### Assignment:
Look for "strokeStyle" in the listing below. Gather each line that contains it.

### Data for review:
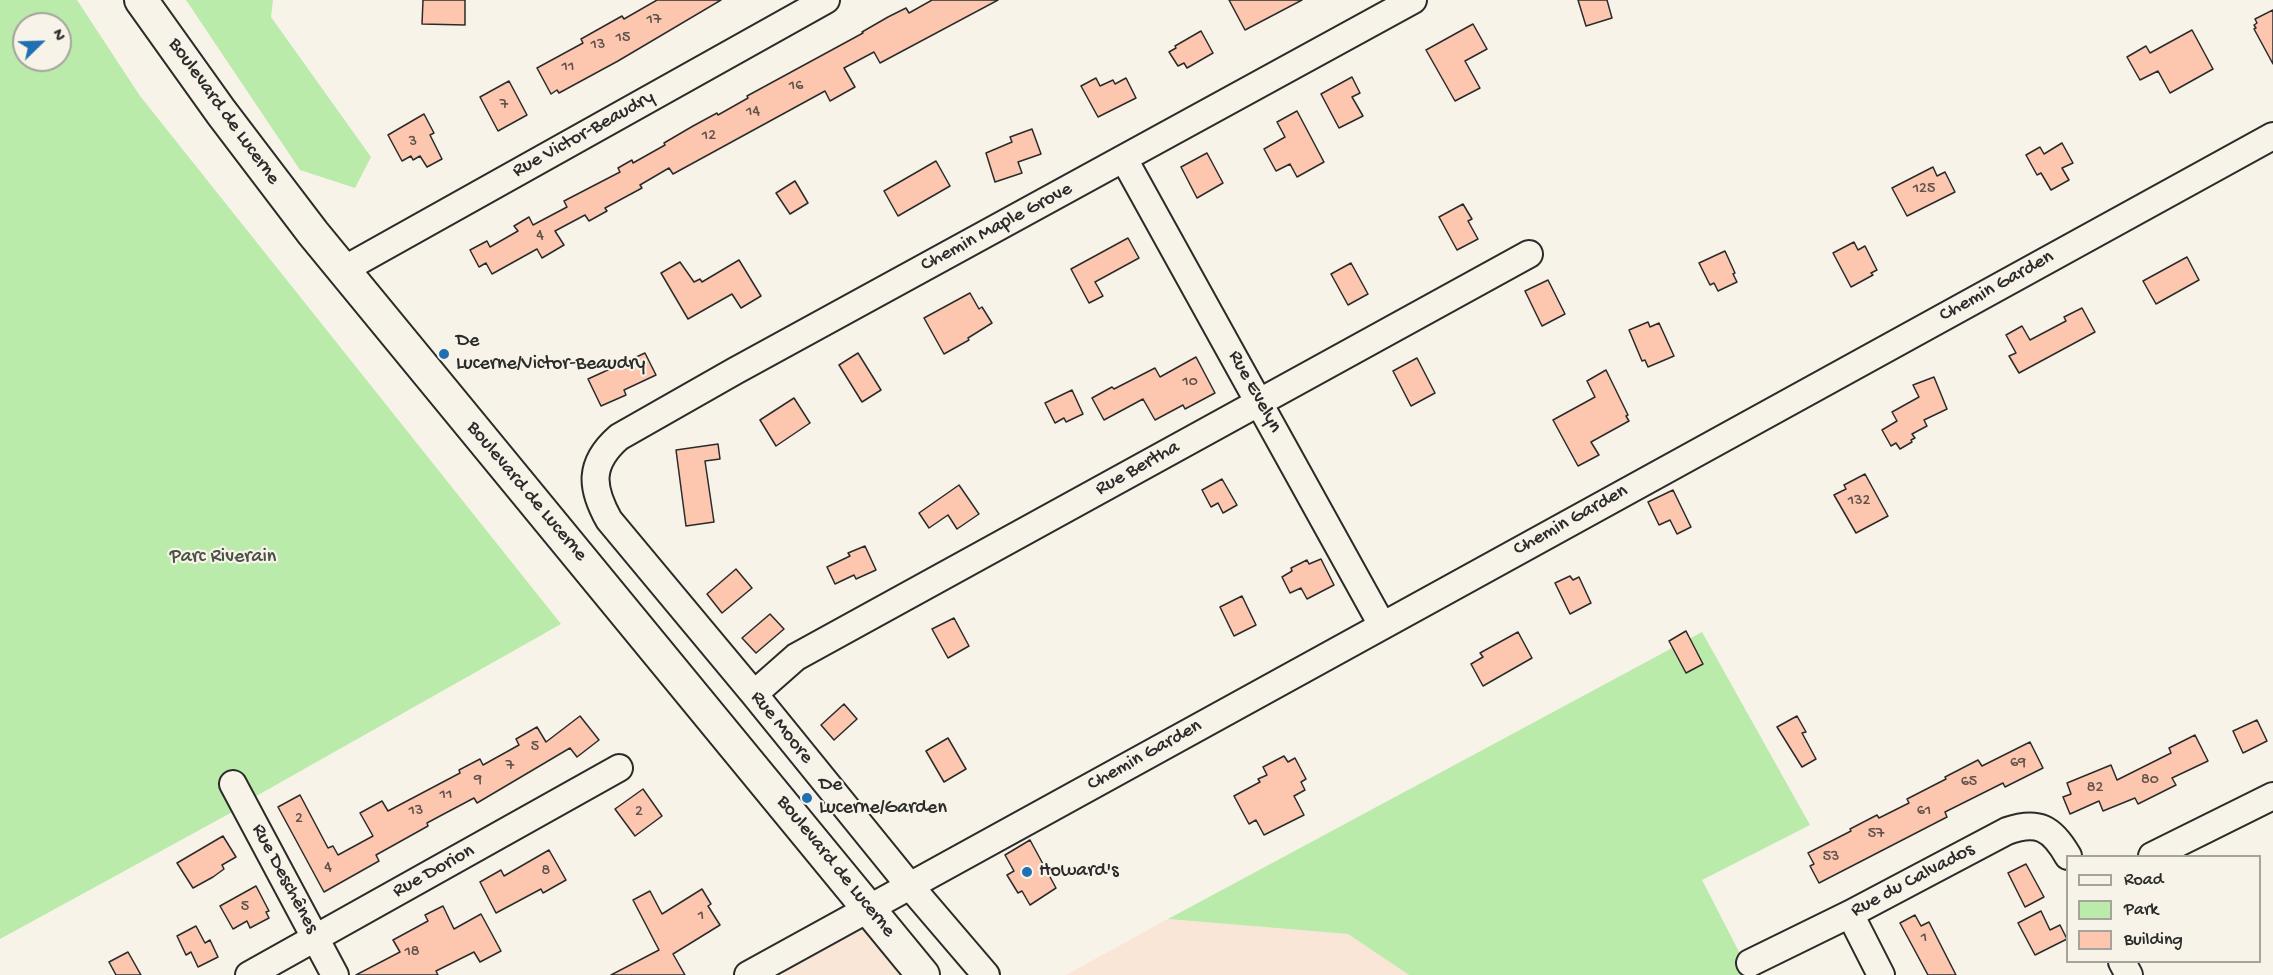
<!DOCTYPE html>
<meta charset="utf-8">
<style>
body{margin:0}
#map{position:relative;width:2273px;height:975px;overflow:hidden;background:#f7f3e8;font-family:"Gochi Hand",sans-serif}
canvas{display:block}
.legend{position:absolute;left:2066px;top:855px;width:195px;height:108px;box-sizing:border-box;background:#f7f3e8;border:2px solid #a5a39c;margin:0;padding:8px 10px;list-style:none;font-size:18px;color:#2b2b2b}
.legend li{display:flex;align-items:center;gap:12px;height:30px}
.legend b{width:30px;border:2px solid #a5a39c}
.north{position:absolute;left:12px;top:12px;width:60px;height:60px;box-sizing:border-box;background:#f7f3e8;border:2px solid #a5a39c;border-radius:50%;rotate:67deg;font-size:16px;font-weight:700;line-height:24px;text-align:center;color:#2b2b2b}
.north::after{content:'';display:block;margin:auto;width:21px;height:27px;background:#1f6fb2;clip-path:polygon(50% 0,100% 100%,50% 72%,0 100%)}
</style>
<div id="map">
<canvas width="2273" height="975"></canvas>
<ul class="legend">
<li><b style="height:8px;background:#f7f3e8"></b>Road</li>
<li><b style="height:16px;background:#baebaa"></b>Park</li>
<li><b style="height:16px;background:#fdc6af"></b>Building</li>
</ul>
<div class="north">N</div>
</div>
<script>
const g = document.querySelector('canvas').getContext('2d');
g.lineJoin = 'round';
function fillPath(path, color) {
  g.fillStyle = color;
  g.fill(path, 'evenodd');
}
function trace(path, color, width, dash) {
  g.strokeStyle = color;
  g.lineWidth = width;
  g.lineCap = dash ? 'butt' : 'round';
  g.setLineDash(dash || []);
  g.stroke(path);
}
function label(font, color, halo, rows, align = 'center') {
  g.font = font + ' "Gochi Hand",sans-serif';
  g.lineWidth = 4.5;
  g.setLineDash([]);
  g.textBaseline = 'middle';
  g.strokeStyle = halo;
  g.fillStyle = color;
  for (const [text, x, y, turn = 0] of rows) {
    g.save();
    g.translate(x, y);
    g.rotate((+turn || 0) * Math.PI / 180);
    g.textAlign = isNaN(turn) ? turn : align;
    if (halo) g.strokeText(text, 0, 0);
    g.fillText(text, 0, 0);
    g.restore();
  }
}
fillPath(new Path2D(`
 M1168,919l180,15 61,41h-343z
 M861,920l43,55h-118l-6,-9z`), '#f9e6d7');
fillPath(new Path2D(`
 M0,0h77l63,96 421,528 -310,175 -15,11 -236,129zM24,24h36v36h-36z
 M186,0h87l-2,17 100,140 -16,31 -55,-18z
 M1702,632l108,193 -108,55 49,95h-342l-61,-41 -180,-15z`), '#baebaa');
const building = new Path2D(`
 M423,0h42v25l-43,-1z
 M657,0h64l-103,61 -59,32 -2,-3 -6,4 -14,-26 46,-25 -2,-4 41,-23 2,3z
 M932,0h66l-118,63 -6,-11 -30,16 11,19 -25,14 -5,-10 -152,83 -4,-6 -29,17 2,3 -37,20 2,3 -18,10 -4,-6 -30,16 9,14 -22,13 -5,-9 -45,25 -6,-11 -7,4 -9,-17 17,-9 3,6 28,-16 -4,-5 15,-9 4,8 34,-18 -3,-6 56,-29 -2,-4 14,-8 1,3 32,-18 -1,-2 29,-17 24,-13 1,2 30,-17 -1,-2 116,-63 -1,-1 26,-15 18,-9 3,5z
 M1229,0h73l-57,30z
 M1578,0h29l5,18 -26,8z
 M2273,10v54l-19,-35 2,-1 -2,-3 3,-2 -2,-4z
 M1473,24l14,25 -22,12 15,27 -25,13 -29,-51z
 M2192,30l21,39 -43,24 -12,-22 -18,9 -13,-23 19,-11 4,7z
 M1201,31l12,22 -26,15 -3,-5 -6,3 -9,-14 7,-4 -1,-2z
 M1352,77l8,16 -8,4 11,19 -24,12 -18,-34z
 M1096,78l4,8 13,-6 2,4 11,-6 10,20 -38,19 -17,-31z
 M509,81l18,34 -29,16 -18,-34z
 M1297,111l27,51 -27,15 -7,-13 -14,7 -12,-22 21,-12 -8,-15z
 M424,114l10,19 -4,2 12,24 -15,8 -7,-11 -7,4 -2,-4 -9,5 -14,-26z
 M1032,129l9,25 -23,8 4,11 -27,9 -9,-29 26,-11 -2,-5z
 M2062,143l11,20 -11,5 7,12 -18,10 -10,-17 -4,2 -11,-20 14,-8 4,7z
 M1207,153l16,30 -26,15 -16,-31z
 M936,161l14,25 -52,30 -14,-25z
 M1933,167l4,9 8,-4 10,20 -48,24 -15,-28z
 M795,181l13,22 -18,11 -14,-21z
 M1463,204l9,15 -4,2 10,18 -21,11 -18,-33z
 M1128,238l11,20 -44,24 8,14 -14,7 -18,-34z
 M1854,242l4,8 7,-4 12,24 -6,3 2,2 -22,12 -18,-34z
 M1725,251l10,22 -2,1 4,8 -19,9 -4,-8 -4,2 -11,-22z
 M2187,257l12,23 -43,24 -13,-23z
 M739,260l22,36 -20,12 -9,-14 -44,25 -27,-46 19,-11 14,20 6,-3 2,3z
 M1351,263l17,31 -20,11 -17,-31z
 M1548,280l17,34 -23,12 -17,-35z
 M970,293l9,16 3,-2 10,16 -24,15 1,2 -25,14 -20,-36z
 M2082,308l13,24 -76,41 -10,-17 7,-3 -10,-18 16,-9 8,14 36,-19 -2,-4z
 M1648,322l2,5 9,-4 15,33 -26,11 -3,-7 -3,1 -13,-31z
 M645,353l11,22 -32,15 2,5 -25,11 -13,-27z
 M858,353l23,37 -19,12 -23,-37z
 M1196,357l19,36 -30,16 -2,-4 -28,15 -12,-21 -39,21 -12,-22 20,-11 2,2 41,-21 5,9z
 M1417,358l18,35 -24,13 -18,-35z
 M1606,370l22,45 -2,1 3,5 -38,21 8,13 -21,11 -25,-46 42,-23 -8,-16z
 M1934,377l13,32 -23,11 3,6 -15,8 3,4 -4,2 1,2 -12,7 -4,-6 -5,3 -9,-16 15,-9 -5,-9 27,-15 -6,-12z
 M1072,390l11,24 -17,8 -2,-4 -9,5 -10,-20z
 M794,398l16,25 -34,23 -16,-26z
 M718,444l2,15 -15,2 9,61 -28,4 -10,-76z
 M1865,474l23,42 -32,17 -22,-38 12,-6 -2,-4z
 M1222,479l15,26 -14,8 -5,-10 -7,4 -9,-17z
 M959,485l20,29 -22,15 -9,-14 -19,13 -10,-15z
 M1673,490l18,37 -14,7 -7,-14 -11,5 -11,-23z
 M865,546l11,24 -20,9 -2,-4 -19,9 -8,-17 23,-11 -2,-3z
 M1321,559l13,26 -27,14 -6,-11 -11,5 -8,-16 10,-6 -1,-3 16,-8 2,4z
 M736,569l16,19 -30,25 -15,-19z
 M1570,576l3,4 6,-3 12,26 -21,11 -15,-31z
 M1242,596l14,29 -22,11 -14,-29z
 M770,614l14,15 -28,24 -14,-15z
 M954,618l15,28 -21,12 -16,-29z
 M1686,631l17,33 -17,9 -17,-32z
 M1518,632l14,26 -49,28 -12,-22 12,-7 -3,-4z
 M844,704l13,15 -23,21 -13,-15z
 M580,716l19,24 -22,17 -7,-9 -93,55 -3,-5 -34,18 -13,7 1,3 -52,29 3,6 -55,31 -46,-85 22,-12 28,53 5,-2 5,9 35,-19 -13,-23 22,-12 6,10 72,-38 -1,-3 21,-11 3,6 36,-20 -3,-6 21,-12 9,15z
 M1797,716l9,16 -4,1 14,26 -14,8 -25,-40z
 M2257,720l10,21 -24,12 -10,-22z
 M2195,735l13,26 -36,17 4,7 -38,19 -3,-6 -32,13 -4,-10 -29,13 -7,-17 8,-3 -4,-11 44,-18 6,15 54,-27 -2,-5z
 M948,738l18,31 -22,13 -18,-31z
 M2030,742l13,26 -38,19 -2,-4 -58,29 2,5 -128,66 -9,-17 4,-2 -6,-11 43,-22 -1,-2 27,-14 2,3 30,-15 -2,-4 39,-20 -1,-2 33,-17 4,6z
 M1284,756l4,6 7,-4 11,21 -5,3 4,8 -11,6 10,19 -40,20 -8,-15 -7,4 -15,-28 26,-14 -2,-3 9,-4 -4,-8z
 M643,789l19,27 -27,20 -20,-27z
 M223,836l13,21 -14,8 2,4 -11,8 -20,11 -16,-25z
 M1030,840l26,48 -26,17 -8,-14 -4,2 -11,-18 7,-4 -9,-16z
 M549,850l17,30 -23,13 -2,-4 -45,24 -16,-31 21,-12 3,6z
 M2026,864l18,33 -19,10 -17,-34z
 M256,886l13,25 -3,1 3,6 -19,10 -3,-7 -14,8 -13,-23z
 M702,889l9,15 -3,2 12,19 -47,29 12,21h-74l48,-25 -26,-50 17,-9 12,23z
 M443,906l11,23 27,-15 20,37 -21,11 -6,-10 -38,19 2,4h-82l44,-23 -7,-12 35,-19 -3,-6z
 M2041,911l9,19 10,-5 7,14 -32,16 -17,-32z
 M1915,915l6,11 8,-4 27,53h-28l-28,-52z
 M196,926l9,17 5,-3 8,17 -20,10 -7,-15 -5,3 -9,-19z
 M128,952l13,23h-25l-7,-13z`);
fillPath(building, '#fdc6af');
trace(building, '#2b2b2b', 1.5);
const minor = new Path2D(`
 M1124,159l258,466
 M343,270l483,-270
 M754,694l42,-37 733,-403
 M233,784l102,191
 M2152,856l121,-60
 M1850,914l31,61
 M2122,962l7,13
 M1750,963l100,-49 157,-83c31,-11 45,-3 61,25
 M249,975l370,-207
 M748,975l1525,-839
 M986,975l-77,-90 -155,-191 -145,-174c-18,-32 -21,-56 10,-83l116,-66 678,-371`);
const major = new Path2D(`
 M141,0l80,112 92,121 610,742`);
trace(minor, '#2b2b2b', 30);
trace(major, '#2b2b2b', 36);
trace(minor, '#f7f3e8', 26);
trace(major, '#f7f3e8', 32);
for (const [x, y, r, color] of [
 [444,354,6,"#1f6fb2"],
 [807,798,6,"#1f6fb2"],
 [1027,872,6,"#1f6fb2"]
]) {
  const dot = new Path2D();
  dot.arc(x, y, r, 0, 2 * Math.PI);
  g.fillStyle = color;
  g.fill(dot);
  trace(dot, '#f7f3e8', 2);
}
label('16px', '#60524c', null, [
 ["17",654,21],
 ["15",623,39],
 ["13",598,46],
 ["11",568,68],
 ["16",796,87],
 ["7",504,106],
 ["14",753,113],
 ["12",709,137],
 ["3",413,143],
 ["125",1924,190],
 ["4",540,237],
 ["10",1190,383],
 ["132",1859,502],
 ["5",535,748],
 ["69",2018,764],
 ["7",510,767],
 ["9",478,781],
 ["80",2150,781],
 ["65",1969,783],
 ["82",2095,789],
 ["11",446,796],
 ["13",416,812],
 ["61",1924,812],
 ["2",639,813],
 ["2",299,820],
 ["57",1876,835],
 ["53",1831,858],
 ["4",328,869],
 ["8",546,872],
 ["5",245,908],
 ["1",701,917],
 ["1",1924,939],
 ["18",412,953]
]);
label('20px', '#2b2b2b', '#f7f3e8', [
 ["Boulevard de Lucerne",223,112,54],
 ["Rue Victor-Beaudry",584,135,-29],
 ["Chemin Maple Grove",997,228,-28],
 ["Chemin Garden",1997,287,-29],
 ["Rue Evelyn",1254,392,61],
 ["Rue Bertha",1138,469,-29],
 ["Boulevard de Lucerne",526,492,50],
 ["Chemin Garden",1571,521,-29],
 ["Rue Moore",781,728,51],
 ["Chemin Garden",1145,756,-29],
 ["Boulevard de Lucerne",835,867,51],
 ["Rue Dorion",434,872,-29],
 ["Rue Deschênes",284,879,62],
 ["Rue du Calvados",1913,881,-28]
]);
label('20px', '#2b2b2b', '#f7f3e8', [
 ["De",456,342],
 ["Lucerne/Victor-Beaudry",456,365],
 ["De",819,786],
 ["Lucerne/Garden",819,809],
 ["Howard's",1039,872]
], 'left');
label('20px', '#485144', '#f7f3e8', [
 ["Parc Riverain",223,558]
]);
</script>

### Solution:
  g.strokeStyle = color;
  g.strokeStyle = halo;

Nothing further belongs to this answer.